Prompt: Among the records, find the lines that hold the string "querySelector" and return them.

[Collected data]
==============================

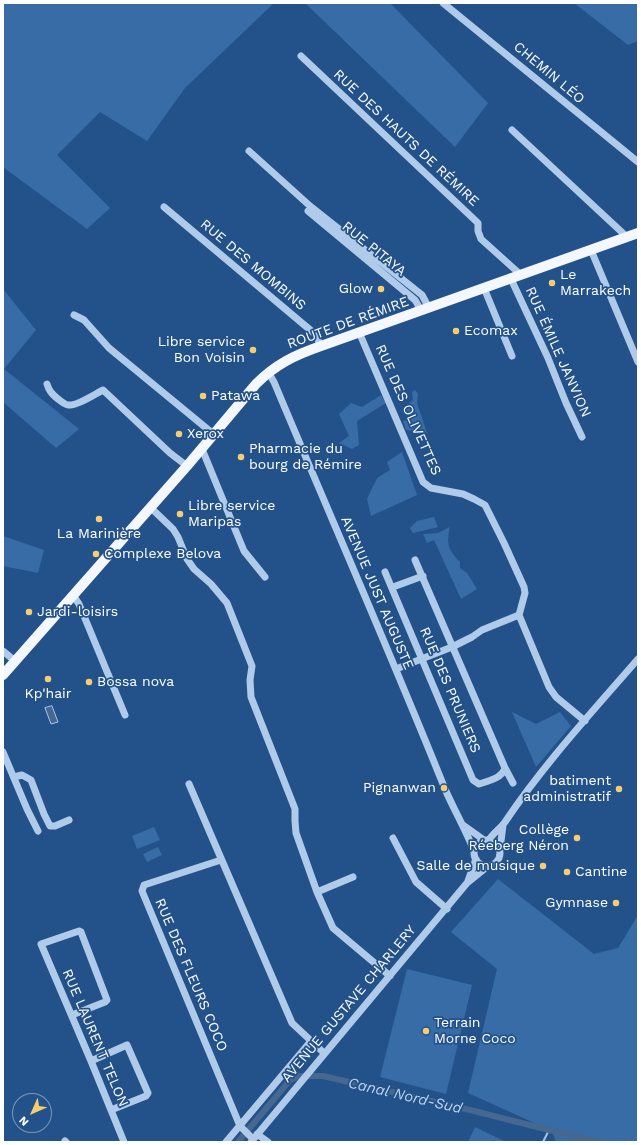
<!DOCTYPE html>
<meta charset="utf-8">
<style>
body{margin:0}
#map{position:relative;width:641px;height:1145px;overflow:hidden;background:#23528a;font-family:"Work Sans",sans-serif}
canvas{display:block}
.frame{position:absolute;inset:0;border:4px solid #fff;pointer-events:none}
.north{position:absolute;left:12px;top:1093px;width:40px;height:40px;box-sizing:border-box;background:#23528a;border:1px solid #7b97b9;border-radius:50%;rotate:225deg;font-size:11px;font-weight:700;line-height:16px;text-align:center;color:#fff}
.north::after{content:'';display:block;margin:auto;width:14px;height:18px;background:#f6cd72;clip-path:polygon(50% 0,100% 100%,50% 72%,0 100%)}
</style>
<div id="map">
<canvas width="641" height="1145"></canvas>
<div class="frame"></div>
<div class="north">N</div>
</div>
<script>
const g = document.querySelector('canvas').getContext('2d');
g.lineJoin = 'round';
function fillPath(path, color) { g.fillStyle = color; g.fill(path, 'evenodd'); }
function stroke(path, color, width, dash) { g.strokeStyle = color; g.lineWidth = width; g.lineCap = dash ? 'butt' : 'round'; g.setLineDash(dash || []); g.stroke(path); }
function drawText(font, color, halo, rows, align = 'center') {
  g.font = font + ' "Work Sans",sans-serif'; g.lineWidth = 3.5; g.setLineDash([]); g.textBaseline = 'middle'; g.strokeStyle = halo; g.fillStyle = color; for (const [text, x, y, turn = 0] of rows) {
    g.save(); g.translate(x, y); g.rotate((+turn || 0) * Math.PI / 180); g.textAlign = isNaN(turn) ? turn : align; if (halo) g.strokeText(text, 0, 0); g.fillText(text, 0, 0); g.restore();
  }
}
const green = new Path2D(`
 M 3,3 L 274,3 L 185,88 L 147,141 L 100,112 L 57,155 L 110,208 L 87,229 L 3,167 Z
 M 305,3 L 390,3 L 488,103 L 455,147 Z
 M 574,3 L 638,3 L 638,41 L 628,45 Z
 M 3,289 L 36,330 L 4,369 L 79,429 L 56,448 L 3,402 Z
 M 415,390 L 418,394 L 417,403 L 427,433 L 406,430 L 403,421 L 411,419 L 401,411 L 413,400 L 412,392 Z
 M 381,395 L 386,403 L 357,421 L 359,445 L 352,449 L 339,443 L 349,436 L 339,414 L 351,403 L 362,407 Z
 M 402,452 L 417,495 L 371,516 L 367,499 L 377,478 L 390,470 L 387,462 Z
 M 434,517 L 438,527 L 413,533 L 410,528 L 417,521 Z
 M 450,527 C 446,544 448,549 460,562 L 460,568 L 467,573 L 477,589 L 461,599 L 434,540 L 427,543 L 423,534 L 438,533 Z
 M 3,536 L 44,550 L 38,573 L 3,566 Z
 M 512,712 L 536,724 L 560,712 L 571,726 L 536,767 Z
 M 154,827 L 160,840 L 137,849 L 132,836 Z
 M 158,847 L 162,855 L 147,862 L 143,854 Z
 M 498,879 L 594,954 L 618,948 L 638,915 L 638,1142 L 556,1142 L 552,1131 L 468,1093 L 497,969 L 451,932 Z
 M 407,969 L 472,985 L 446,1094 L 380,1077 Z
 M 475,1127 L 506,1142 L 468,1142 Z`);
const water = new Path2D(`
 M 52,706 L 58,722 L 51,724 L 45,708 Z`);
const stream = new Path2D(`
 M 543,1142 L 549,1130`);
const canal = new Path2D(`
 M 238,1142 L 290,1080 L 299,1076 L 323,1076 L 470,1110 L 549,1130 L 600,1142`);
const minor = new Path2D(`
 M 443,3 L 638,162
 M 301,56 L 478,223 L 478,231 L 481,239 L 521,275
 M 512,130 L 627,237
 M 249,151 L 310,206 L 422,295 L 429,308
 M 164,207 L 315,334 L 321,346
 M 308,211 L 415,300 L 421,310
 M 591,250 L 638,362
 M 511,279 L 548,358 L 566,403 L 582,437
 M 484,288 L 512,356
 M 74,315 L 84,320 L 109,348 L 211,432 L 215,433
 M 359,332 L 423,482 L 431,488 L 463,494 L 474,499 L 485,505 L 504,543 L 524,587 L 525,593 L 519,615 L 549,687 L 556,697 L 585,721
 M 268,372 L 274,382 C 331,518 390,652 445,789 C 454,810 466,830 474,851
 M 47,384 C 49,391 52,394 58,399 C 61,401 65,405 69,405 C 77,406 95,394 103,390 L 170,453 L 187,466
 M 202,449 L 244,551 L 265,577
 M 150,507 L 173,529 L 178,537 L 187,559 L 194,569 L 211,584 L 227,603 L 252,666 L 250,680 L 251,697 L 295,809 L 295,821 L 296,833 L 317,892 L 333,928 L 390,976
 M 415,560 L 505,768 L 513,783
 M 385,572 L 473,780 L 479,784 C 489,781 502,778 505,768
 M 393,587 L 423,576
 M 73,595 L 79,604 L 125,715
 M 3,651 L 15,661
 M 396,669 L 452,647 L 472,637 L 482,630 L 519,615
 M 3,752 L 27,809 L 38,831
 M 14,777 L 22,775 L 31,780 L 44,814 L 50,826 L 55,826 L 69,820
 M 189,784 L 292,1023 L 324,1053
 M 463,825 L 484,840
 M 393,838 L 416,882 L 447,909
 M474 853a13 13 0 1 1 26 0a13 13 0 1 1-26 0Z
 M 489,840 C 493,833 500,829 505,822 C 543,765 593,711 638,659
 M 500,849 L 503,825
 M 221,860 L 144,885 L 142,891 L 240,1126 L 253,1139
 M 468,881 L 476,859
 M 317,892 L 353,877
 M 72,1015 L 105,1002 L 107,1000 L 81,932 L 79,931 L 41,944 L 91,1061 L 124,1142
 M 91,1061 L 127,1045 L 148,1093 L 146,1096 L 111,1110
 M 257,1134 L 268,1142
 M 65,1141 L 66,1142
 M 226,1142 L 311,1041
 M 251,1142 L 467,883 L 488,866`);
const major = new Path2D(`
 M 3,675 L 187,466 L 256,384 C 276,364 295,355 321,346 L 638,233`);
const markers = [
 [552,283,4,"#f6cd72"],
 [381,289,4,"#f6cd72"],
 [456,331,4,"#f6cd72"],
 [253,350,4,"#f6cd72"],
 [203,396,4,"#f6cd72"],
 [179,434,4,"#f6cd72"],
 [241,457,4,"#f6cd72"],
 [180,514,4,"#f6cd72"],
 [99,519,4,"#f6cd72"],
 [96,554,4,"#f6cd72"],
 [29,612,4,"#f6cd72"],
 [48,679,4,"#f6cd72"],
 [89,682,4,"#f6cd72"],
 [444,788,4,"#f6cd72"],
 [619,789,4,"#f6cd72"],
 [577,838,4,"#f6cd72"],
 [543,866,4,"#f6cd72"],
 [567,872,4,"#f6cd72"],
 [616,903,4,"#f6cd72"],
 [426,1031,4,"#f6cd72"]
];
const streetNames = [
 ["CHEMIN LÉO",549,73,40],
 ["RUE DES HAUTS DE RÉMIRE",406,138,43],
 ["RUE PITAYA",374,249,39],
 ["RUE DES MOMBINS",253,265,40],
 ["ROUTE DE RÉMIRE",348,323,-20],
 ["RUE ÉMILE JANVION",558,352,66],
 ["RUE DES OLIVETTES",408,410,66],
 ["AVENUE JUST AUGUSTE",377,593,67],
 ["RUE DES PRUNIERS",450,690,67],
 ["RUE DES FLEURS COCO",191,975,67],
 ["AVENUE GUSTAVE CHARLERY",349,1004,-50],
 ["RUE LAURENT TELON",95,1038,67]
];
const poiNames = [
 ["Le",560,275],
 ["Marrakech",560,291],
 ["Glow",373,289,"right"],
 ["Ecomax",464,331],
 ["Libre service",245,342,"right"],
 ["Bon Voisin",245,358,"right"],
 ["Patawa",211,396],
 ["Xerox",187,434],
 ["Pharmacie du",249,449],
 ["bourg de Rémire",249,465],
 ["Libre service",188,506],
 ["Maripas",188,522],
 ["La Marinière",99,534,"center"],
 ["Complexe Belova",104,554],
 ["Jardi-loisirs",37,612],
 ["Bossa nova",97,682],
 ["Kp'hair",48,694,"center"],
 ["batiment",611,781,"right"],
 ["administratif",611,797,"right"],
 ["Pignanwan",436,788,"right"],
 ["Collège",569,830,"right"],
 ["Réeberg Néron",569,846,"right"],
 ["Salle de musique",535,866,"right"],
 ["Cantine",575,872],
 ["Gymnase",608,903,"right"],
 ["Terrain",434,1023],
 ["Morne Coco",434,1039]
];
const waterNames = [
 ["Canal Nord-Sud",405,1096,13]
];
fillPath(green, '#376ca7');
fillPath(water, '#466890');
stroke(water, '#a4c6eb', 1);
stroke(stream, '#a4c6eb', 2);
stroke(canal, '#466890', 6);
stroke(minor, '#b0cbea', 7);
stroke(major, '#f4f8fe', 10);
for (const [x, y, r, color] of markers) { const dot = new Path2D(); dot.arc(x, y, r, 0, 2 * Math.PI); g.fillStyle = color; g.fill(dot); stroke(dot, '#23528a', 1.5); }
drawText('14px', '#fff', '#23528a', streetNames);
drawText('14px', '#fff', '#23528a', poiNames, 'left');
drawText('italic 15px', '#bbd5f1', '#23528a', waterNames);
</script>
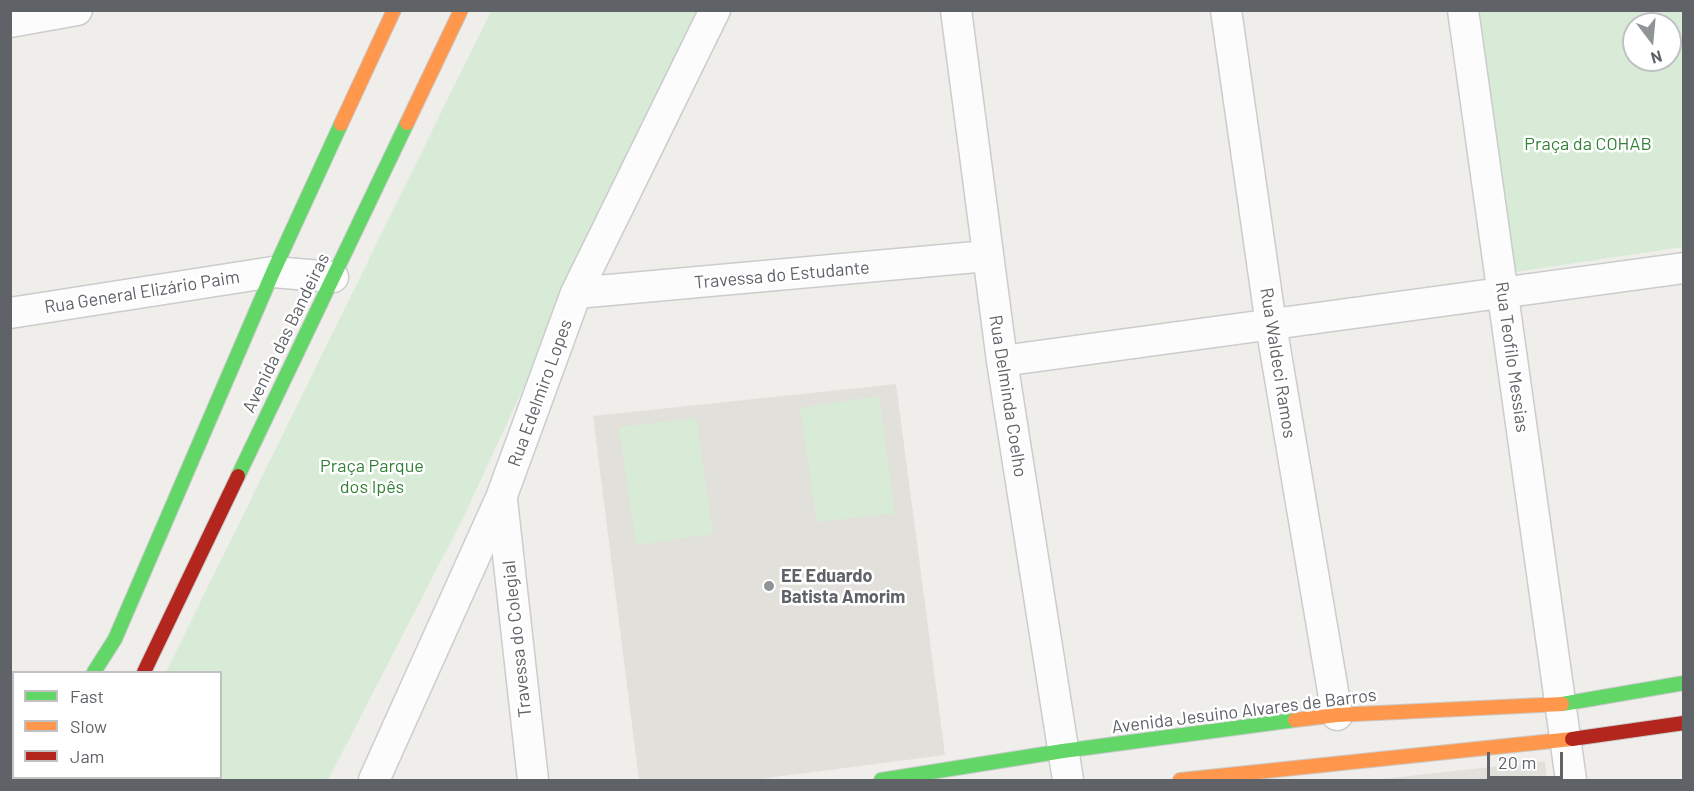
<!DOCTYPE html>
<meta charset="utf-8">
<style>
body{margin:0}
#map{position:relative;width:1694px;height:791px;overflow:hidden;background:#efeeea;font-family:Barlow,sans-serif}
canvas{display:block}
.frame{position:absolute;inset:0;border:12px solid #5f6368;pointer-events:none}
.legend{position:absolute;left:12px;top:671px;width:210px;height:108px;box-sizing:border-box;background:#fff;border:2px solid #bfc1c3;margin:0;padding:8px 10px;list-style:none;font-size:18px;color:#5f6368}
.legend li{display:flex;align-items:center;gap:12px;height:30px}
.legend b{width:30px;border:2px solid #bfc1c3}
.north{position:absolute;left:1622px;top:12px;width:60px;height:60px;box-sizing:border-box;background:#fff;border:2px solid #bfc1c3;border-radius:50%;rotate:164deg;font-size:16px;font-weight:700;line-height:24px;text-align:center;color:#5f6368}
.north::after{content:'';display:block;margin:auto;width:21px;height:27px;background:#919496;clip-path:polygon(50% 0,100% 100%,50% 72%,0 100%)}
.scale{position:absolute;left:1487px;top:752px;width:76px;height:27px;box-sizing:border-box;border:3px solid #5f6368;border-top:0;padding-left:8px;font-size:18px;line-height:21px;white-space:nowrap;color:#5f6368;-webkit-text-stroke:4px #fff;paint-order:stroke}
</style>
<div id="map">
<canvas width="1694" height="791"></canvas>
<div class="frame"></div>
<ul class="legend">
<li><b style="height:8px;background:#63d668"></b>Fast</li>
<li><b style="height:8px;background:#ff974d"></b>Slow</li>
<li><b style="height:8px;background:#b3261e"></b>Jam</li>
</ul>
<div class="north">N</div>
<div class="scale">20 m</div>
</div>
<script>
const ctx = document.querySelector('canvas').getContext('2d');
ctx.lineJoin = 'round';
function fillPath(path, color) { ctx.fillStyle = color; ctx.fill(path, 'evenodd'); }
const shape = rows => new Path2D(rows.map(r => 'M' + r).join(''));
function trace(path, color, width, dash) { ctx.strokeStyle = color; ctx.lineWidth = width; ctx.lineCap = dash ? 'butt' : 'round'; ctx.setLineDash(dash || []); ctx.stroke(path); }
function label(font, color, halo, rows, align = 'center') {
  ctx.font = font + ' Barlow,sans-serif'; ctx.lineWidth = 5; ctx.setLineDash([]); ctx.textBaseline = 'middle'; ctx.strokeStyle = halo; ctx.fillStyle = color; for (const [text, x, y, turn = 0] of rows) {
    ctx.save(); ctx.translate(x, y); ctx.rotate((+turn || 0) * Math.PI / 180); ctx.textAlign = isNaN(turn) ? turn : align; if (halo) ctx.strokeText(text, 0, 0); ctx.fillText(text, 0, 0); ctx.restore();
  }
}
fillPath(shape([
 [896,384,945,755,752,780,639,780,593,416],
 [1545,761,1547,780,1373,780]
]), '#e2e0da');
fillPath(shape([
 [491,11,698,11,464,516,328,780,113,780,115,778,220,778,220,672,166,672],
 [1473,11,1683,11,1683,247,1509,273],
 [1634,24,1670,24,1670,60,1634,60],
 [879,396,895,513,817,522,800,408],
 [696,418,713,534,636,545,619,427]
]), '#d8ebd6');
const street = shape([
 [956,10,1002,361,1068,780],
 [1226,10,1271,325,1337,715],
 [1463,10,1571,780],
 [10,22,77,10],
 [576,293,987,256],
 [10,313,273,272,333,277],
 [1002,361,1684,268],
 [502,500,533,780],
 [374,780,501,498,576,293,715,10]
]);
const fast = shape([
 [238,476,407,123],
 [94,672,115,639,273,272,341,124],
 [1562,704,1684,683],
 [48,778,48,780],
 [881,780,1063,751,1295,720]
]);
const slow = shape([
 [407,123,461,10],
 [341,124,394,10],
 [1295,720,1337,715,1562,704],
 [93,780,94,778],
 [1180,780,1572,739]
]);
const jam = shape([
 [144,672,238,476],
 [1572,739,1684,723]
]);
trace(street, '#cbcccc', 33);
trace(fast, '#cacacb', 16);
trace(slow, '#cacacb', 16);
trace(jam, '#cacacb', 16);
trace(street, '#fdfcfc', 30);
trace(fast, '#63d668', 14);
trace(slow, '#ff974d', 14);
trace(jam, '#b3261e', 14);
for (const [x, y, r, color] of [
 [769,586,6,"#919496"]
]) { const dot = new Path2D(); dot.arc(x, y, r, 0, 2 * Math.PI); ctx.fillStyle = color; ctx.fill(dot); trace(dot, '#fff', 2); }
label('18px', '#348238', '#fff', [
 ["Praça da COHAB",1588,144],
 ["Praça Parque",372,466],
 ["dos Ipês",372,487]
]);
label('18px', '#5f6368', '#fff', [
 ["Travessa do Estudante",782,275,-5],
 ["Rua General Elizário Paim",142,292,-9],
 ["Avenida das Bandeiras",286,333,-64],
 ["Rua Teofilo Messias",1512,357,82],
 ["Rua Waldeci Ramos",1278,363,81],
 ["Rua Edelmiro Lopes",540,393,-70],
 ["Rua Delminda Coelho",1008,396,81],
 ["Travessa do Colegial",517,639,-96],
 ["Avenida Jesuino Alvares de Barros",1244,711,-7]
]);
label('bold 18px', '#5f6368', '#fff', [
 ["EE Eduardo",781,576],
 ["Batista Amorim",781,597]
], 'left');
</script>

==============================

Response to this exercise:
const g = document.querySelector('canvas').getContext('2d');
const ctx = document.querySelector('canvas').getContext('2d');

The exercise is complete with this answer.